The word “theory” does not mean “speculations” or “ideas”, which is all that is contained in this little article. Maybe that’s what theory means at a cocktail party, but it’s not what “theory” means in physics.
I agree, although in non-technical conversation I fear it is a lost cause.
Second, what Hawking is addressing in this note is the precise level of blackness of a black hole… in short, whether the name “black hole” for the objects we call black holes is really appropriate.
But simply the fact that black holes aren’t quite black isn’t new. In fact it was Hawking himself who became famous in 1974-1975 for pointing out that in a world with quantum physics, typical black holes cannot be precisely
black — so it’s not true that nothing ever comes out of a black hole.
What he means [here] is that black holes are very, very slightly (though importantly) less black than he said in his 1974 paper…
“There are however apparent horizons which persist for a period of time.”
Translation: for an extremely long time,
what we call a black hole will behave in just the way we have long thought it does. In particular, there is no change in any of the astrophysics
of black holes that astronomers have been studying in recent decades. The only issue is what happens as a black hole begins to evaporate in a serious way,
and when you look very, very carefully at the details of the Hawking radiation, which is very difficult to do.
In astrophysics “extremely long time” means “much more than the present age of the Universe”, about 13.8 Billion year. This is in contrast to elementary particle
physics, where the muon’s half life of 2.2 microseconds is considered a very long time. Context is everything.

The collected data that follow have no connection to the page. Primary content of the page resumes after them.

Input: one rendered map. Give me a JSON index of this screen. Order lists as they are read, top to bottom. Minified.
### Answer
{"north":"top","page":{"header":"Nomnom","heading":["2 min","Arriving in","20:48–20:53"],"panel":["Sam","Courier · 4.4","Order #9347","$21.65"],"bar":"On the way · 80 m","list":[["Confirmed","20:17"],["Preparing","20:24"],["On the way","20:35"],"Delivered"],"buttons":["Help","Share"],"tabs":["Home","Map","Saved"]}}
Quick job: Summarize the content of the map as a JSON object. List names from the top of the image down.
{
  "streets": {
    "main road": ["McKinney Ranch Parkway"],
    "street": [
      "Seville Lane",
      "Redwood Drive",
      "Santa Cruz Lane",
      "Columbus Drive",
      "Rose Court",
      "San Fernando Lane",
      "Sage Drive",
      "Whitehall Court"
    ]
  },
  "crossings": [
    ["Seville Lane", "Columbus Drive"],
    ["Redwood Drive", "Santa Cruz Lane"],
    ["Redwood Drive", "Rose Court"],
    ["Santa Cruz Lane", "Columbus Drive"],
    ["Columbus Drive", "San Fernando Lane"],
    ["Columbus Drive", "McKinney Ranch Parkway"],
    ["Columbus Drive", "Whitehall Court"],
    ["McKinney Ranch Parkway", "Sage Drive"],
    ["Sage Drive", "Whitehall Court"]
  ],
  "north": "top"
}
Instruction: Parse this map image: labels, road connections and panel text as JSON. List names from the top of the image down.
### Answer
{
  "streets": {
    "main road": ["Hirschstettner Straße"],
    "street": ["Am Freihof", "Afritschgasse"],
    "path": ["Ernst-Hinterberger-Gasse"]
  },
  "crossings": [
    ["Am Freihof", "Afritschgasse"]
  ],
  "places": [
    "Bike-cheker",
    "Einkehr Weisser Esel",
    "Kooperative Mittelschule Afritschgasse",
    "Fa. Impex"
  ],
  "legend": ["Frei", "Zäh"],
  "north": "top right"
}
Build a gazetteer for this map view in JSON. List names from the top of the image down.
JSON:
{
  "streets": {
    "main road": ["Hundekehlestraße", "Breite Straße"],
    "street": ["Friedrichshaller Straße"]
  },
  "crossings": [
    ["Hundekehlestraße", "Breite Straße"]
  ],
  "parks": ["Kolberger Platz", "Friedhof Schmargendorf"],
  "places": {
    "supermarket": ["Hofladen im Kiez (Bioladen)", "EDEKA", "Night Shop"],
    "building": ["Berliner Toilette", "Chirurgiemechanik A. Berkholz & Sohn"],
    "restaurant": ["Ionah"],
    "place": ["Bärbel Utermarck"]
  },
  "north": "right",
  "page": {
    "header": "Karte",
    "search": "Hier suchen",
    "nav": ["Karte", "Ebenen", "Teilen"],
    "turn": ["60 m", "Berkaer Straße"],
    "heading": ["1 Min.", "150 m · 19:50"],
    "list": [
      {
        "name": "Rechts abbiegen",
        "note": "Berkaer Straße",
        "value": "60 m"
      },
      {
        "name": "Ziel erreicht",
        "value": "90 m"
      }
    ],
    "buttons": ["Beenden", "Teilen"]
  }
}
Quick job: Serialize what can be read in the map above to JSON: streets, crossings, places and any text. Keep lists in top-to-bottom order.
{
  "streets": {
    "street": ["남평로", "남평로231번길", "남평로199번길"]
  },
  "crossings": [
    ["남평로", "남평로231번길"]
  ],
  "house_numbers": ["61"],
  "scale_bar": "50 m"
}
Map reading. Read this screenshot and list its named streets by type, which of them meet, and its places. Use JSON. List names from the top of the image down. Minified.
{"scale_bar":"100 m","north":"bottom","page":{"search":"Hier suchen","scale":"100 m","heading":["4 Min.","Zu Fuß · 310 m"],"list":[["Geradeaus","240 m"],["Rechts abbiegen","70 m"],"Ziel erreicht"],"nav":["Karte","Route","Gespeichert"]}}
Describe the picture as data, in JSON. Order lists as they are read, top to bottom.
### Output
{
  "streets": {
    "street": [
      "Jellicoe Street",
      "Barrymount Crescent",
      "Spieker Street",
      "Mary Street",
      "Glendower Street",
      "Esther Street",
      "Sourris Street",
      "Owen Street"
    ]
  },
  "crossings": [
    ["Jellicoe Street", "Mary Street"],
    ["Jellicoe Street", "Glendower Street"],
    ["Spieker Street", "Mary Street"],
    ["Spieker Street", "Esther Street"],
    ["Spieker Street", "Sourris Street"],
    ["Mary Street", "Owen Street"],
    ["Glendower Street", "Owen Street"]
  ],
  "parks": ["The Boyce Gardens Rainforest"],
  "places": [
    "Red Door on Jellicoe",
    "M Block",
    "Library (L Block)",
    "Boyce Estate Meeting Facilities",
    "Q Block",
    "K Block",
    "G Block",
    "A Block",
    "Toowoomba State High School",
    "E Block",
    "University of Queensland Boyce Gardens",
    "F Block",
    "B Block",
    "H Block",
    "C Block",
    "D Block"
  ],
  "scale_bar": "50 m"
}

Meanwhile, the media takes the five words “There Are No Black Holes” and creates almost pure fiction, fiction that has almost nothing to do with the reality of the science. Well done, media, well done. Sometimes you’re just like a black hole: information comes in, and after being completely scrambled beyond recognition, comes back out again through a mysterious process that makes no sense to anyone. Except that in your case, it’s very clear that information is lost, and misinformation is created.